(Stored items)

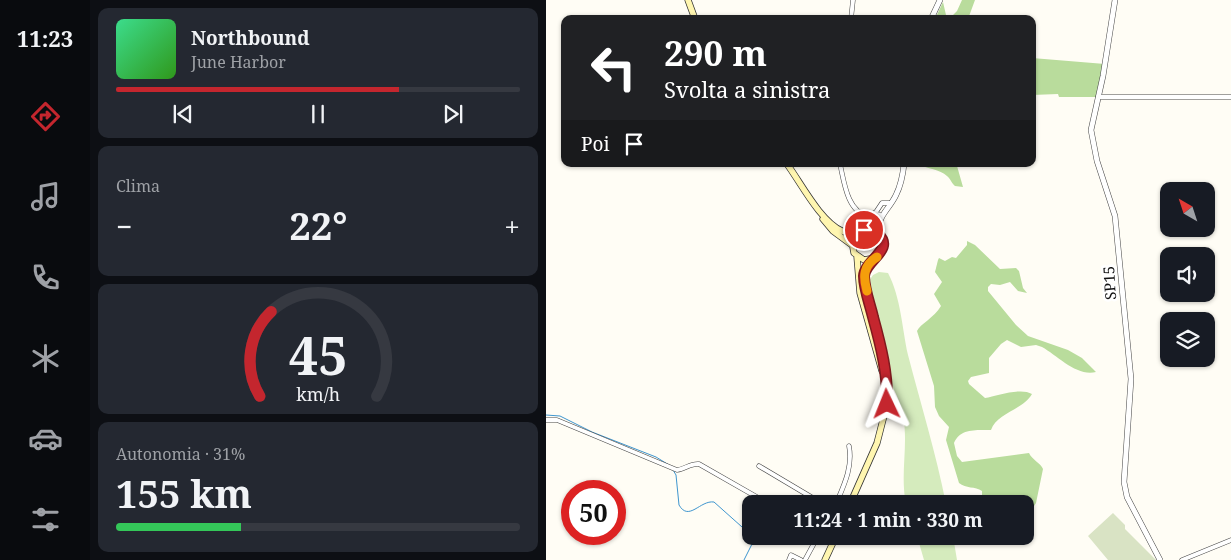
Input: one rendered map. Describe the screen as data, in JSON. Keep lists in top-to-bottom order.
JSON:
{
  "streets": {
    "street": ["SP15"]
  },
  "north": "top left",
  "page": {
    "tabs": "11:23",
    "turn": ["290 m", "Svolta a sinistra"],
    "song": ["Northbound", "June Harbor"],
    "then": "Poi",
    "tile": [
      "Clima",
      ["Autonomia · 31%", "155 km"]
    ],
    "heat": ["−", "22°", "+"],
    "limit": "50",
    "trip": "11:24 · 1 min · 330 m",
    "gauge": ["45", "km/h"]
  }
}
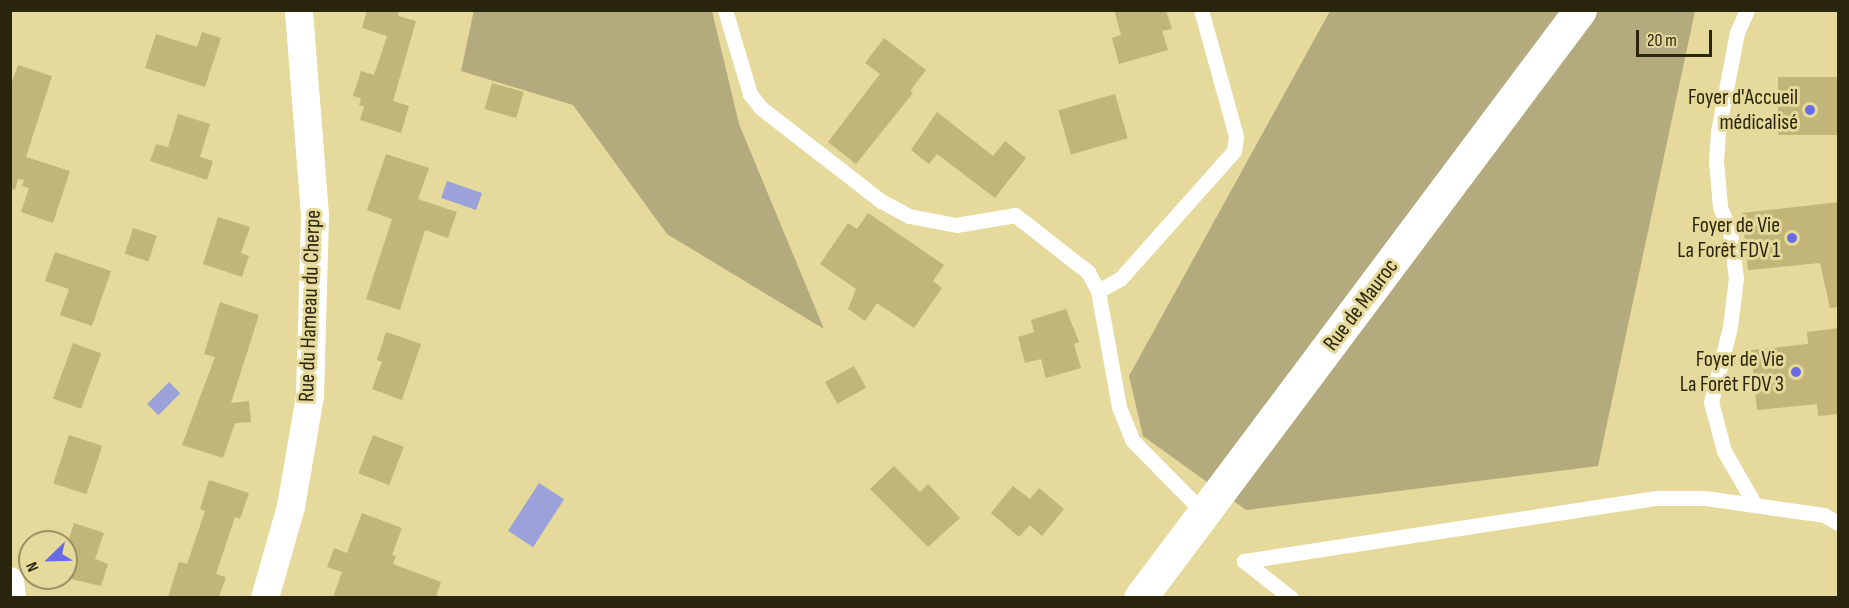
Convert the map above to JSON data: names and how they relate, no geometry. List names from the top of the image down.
{
  "streets": {
    "street": ["Rue de Mauroc", "Rue du Hameau du Cherpe"]
  },
  "places": ["Foyer d'Accueil médicalisé", "Foyer de Vie La Forêt FDV 1", "Foyer de Vie La Forêt FDV 3"],
  "scale_bar": "20 m",
  "north": "bottom left"
}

[WHAT YOU ARE ASKED TO DO] Print every entry above again without changing a word, and omit the pictures.

[ANSWER TO THIS EXERCISE]
Input: one rendered map. Describe the screen as data, in JSON. Keep lists in top-to-bottom order.
JSON:
{
  "streets": {
    "street": ["SP15"]
  },
  "north": "top left",
  "page": {
    "tabs": "11:23",
    "turn": ["290 m", "Svolta a sinistra"],
    "song": ["Northbound", "June Harbor"],
    "then": "Poi",
    "tile": [
      "Clima",
      ["Autonomia · 31%", "155 km"]
    ],
    "heat": ["−", "22°", "+"],
    "limit": "50",
    "trip": "11:24 · 1 min · 330 m",
    "gauge": ["45", "km/h"]
  }
}
Convert the map above to JSON data: names and how they relate, no geometry. List names from the top of the image down.
{
  "streets": {
    "street": ["Rue de Mauroc", "Rue du Hameau du Cherpe"]
  },
  "places": ["Foyer d'Accueil médicalisé", "Foyer de Vie La Forêt FDV 1", "Foyer de Vie La Forêt FDV 3"],
  "scale_bar": "20 m",
  "north": "bottom left"
}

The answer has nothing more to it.